▸ AIM OF THE TASK
The expected answer is every line of the material that contains the word "Jorge".

▸ GIVEN DATA
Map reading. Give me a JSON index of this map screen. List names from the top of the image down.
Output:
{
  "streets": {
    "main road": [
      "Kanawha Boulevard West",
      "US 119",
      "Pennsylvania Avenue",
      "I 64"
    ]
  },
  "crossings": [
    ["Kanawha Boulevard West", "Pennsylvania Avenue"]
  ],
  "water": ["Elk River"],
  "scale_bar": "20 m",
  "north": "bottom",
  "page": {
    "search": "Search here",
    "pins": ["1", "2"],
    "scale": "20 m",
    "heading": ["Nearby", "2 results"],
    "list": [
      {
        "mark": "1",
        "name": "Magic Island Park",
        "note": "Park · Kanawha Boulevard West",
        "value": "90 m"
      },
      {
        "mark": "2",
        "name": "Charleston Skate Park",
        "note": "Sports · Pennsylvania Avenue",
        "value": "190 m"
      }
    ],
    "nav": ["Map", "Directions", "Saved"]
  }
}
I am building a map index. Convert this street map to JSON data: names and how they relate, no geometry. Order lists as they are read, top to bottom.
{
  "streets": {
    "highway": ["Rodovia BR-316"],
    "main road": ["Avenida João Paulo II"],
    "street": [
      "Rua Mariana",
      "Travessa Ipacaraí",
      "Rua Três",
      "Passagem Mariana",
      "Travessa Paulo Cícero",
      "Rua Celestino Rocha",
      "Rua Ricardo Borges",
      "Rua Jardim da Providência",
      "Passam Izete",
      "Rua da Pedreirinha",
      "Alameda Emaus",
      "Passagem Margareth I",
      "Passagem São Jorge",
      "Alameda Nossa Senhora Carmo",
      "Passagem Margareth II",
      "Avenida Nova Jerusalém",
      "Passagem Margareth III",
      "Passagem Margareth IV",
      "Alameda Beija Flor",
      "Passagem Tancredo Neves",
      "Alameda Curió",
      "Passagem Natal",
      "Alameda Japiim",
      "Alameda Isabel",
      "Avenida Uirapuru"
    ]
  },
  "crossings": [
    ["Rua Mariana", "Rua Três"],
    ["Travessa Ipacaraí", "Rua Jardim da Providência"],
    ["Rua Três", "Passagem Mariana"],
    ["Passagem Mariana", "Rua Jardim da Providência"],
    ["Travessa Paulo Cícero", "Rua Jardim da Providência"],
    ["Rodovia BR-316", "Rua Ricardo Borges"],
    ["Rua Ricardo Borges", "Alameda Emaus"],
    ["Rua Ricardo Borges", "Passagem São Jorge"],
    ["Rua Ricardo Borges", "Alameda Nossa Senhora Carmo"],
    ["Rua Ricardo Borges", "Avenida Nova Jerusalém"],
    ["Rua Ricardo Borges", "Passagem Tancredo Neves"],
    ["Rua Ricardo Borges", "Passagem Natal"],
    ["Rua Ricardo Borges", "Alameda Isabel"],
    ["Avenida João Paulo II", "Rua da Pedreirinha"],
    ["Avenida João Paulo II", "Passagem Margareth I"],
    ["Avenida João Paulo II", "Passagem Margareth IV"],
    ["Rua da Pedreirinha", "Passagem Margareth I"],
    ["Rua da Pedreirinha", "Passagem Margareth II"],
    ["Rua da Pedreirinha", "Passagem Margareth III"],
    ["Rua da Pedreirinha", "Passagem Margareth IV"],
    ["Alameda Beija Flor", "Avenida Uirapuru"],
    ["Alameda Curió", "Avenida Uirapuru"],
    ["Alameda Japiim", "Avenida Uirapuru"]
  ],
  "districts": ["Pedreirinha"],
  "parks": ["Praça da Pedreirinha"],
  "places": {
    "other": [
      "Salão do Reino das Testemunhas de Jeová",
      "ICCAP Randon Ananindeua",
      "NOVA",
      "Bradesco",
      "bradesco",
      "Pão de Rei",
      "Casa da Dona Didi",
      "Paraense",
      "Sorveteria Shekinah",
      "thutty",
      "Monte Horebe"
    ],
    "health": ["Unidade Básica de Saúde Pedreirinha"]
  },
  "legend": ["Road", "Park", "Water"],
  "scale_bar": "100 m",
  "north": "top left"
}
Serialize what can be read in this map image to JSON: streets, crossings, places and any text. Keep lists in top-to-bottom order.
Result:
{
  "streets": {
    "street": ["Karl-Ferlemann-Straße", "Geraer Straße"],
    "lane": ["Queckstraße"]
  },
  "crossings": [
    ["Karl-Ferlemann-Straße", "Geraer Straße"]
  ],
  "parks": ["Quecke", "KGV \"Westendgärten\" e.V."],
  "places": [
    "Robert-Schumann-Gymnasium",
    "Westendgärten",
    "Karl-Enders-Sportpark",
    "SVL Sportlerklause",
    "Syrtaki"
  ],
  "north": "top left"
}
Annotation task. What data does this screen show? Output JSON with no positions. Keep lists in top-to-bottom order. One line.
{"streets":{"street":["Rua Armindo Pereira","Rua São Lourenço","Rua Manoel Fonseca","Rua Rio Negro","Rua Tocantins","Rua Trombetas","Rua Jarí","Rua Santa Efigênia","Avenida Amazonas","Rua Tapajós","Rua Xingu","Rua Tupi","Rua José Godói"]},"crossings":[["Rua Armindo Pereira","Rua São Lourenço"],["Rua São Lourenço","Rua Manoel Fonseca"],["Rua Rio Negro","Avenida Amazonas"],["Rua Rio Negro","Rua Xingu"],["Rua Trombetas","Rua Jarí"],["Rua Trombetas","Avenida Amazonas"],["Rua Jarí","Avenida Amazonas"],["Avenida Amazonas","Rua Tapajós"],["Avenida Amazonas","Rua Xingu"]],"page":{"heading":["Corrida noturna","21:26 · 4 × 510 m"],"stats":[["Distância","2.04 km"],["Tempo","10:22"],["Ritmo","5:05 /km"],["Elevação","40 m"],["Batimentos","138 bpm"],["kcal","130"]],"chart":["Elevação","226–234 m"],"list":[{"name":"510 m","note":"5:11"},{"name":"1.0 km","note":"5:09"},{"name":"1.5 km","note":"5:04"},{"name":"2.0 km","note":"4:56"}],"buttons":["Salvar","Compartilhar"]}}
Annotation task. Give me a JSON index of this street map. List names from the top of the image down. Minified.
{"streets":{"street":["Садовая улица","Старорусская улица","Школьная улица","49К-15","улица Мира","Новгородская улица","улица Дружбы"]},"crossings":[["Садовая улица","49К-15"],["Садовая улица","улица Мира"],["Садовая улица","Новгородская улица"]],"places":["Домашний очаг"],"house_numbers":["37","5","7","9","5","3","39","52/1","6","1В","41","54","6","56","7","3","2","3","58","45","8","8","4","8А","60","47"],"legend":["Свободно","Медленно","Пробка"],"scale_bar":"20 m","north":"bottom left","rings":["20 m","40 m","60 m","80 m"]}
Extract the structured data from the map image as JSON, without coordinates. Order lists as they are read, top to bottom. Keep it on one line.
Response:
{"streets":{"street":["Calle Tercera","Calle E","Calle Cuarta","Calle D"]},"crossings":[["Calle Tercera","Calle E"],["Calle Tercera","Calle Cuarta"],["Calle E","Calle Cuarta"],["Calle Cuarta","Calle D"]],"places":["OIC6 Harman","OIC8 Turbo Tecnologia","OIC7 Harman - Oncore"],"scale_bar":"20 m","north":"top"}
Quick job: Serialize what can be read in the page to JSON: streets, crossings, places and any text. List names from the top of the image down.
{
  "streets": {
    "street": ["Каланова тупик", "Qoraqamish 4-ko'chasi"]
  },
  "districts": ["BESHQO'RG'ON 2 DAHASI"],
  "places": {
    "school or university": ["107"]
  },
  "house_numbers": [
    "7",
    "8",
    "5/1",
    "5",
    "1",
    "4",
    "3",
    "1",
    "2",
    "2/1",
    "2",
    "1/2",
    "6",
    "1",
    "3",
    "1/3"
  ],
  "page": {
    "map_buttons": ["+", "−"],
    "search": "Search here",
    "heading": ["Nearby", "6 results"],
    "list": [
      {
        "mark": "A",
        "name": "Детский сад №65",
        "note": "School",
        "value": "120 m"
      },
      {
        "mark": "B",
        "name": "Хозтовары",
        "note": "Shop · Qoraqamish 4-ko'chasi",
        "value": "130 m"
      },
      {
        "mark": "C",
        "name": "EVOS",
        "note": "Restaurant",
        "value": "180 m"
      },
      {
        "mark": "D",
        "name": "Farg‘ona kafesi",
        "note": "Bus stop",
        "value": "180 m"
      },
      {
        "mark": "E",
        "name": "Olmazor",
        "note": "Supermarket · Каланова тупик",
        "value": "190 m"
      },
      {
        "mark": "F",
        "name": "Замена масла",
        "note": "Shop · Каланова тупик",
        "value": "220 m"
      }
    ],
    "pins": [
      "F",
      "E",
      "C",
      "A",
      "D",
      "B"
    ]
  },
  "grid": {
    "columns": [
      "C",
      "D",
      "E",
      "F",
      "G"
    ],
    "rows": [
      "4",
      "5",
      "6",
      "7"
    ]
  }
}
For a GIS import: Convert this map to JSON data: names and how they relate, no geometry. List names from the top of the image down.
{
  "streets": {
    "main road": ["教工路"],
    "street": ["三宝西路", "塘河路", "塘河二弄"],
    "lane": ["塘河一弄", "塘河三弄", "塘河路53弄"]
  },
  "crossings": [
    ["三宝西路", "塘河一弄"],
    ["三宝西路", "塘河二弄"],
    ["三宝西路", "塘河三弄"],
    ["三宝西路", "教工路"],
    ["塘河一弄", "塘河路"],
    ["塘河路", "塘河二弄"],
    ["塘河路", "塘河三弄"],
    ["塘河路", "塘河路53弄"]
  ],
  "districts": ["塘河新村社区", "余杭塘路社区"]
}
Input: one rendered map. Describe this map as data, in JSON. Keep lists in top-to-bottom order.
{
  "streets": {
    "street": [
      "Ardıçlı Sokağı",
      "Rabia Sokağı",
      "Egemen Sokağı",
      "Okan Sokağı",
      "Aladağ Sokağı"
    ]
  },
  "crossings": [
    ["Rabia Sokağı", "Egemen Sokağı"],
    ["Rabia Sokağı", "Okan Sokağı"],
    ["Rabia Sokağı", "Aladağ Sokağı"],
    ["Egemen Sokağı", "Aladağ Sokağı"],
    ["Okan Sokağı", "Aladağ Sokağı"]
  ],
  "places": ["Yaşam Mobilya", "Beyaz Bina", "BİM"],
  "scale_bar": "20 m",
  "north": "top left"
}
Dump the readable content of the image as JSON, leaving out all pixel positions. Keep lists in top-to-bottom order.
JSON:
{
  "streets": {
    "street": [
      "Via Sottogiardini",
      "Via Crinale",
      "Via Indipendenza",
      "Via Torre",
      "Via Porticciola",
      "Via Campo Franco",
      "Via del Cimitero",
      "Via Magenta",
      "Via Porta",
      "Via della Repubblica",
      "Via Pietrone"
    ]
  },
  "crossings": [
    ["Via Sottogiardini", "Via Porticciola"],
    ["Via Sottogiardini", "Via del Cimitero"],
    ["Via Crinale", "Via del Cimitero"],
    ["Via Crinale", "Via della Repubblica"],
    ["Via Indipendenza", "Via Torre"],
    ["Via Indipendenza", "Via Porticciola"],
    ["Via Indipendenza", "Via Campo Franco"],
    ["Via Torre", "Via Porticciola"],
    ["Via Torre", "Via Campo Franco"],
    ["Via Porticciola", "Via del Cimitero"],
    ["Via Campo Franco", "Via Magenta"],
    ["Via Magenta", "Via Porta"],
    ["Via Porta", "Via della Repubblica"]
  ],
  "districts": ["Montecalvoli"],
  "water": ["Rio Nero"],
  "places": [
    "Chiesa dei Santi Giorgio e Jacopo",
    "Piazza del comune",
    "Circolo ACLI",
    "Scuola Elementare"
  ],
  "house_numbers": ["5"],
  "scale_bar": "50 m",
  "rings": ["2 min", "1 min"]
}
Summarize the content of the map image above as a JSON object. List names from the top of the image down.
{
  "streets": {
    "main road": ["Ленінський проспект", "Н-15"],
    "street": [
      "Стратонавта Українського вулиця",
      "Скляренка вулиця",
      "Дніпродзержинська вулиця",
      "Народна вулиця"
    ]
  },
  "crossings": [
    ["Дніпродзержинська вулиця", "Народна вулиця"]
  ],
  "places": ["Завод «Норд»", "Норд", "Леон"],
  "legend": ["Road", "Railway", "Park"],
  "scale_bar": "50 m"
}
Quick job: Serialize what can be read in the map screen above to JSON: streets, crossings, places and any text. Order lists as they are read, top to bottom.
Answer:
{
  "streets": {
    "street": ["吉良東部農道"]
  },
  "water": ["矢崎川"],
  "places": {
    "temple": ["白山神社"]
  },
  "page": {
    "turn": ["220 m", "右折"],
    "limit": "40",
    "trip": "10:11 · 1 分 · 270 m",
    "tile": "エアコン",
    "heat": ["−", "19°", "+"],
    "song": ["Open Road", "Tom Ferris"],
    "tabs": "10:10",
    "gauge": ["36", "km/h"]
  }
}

▸ ANSWER TO THIS PROBLEM
      "Passagem São Jorge",
    ["Rua Ricardo Borges", "Passagem São Jorge"],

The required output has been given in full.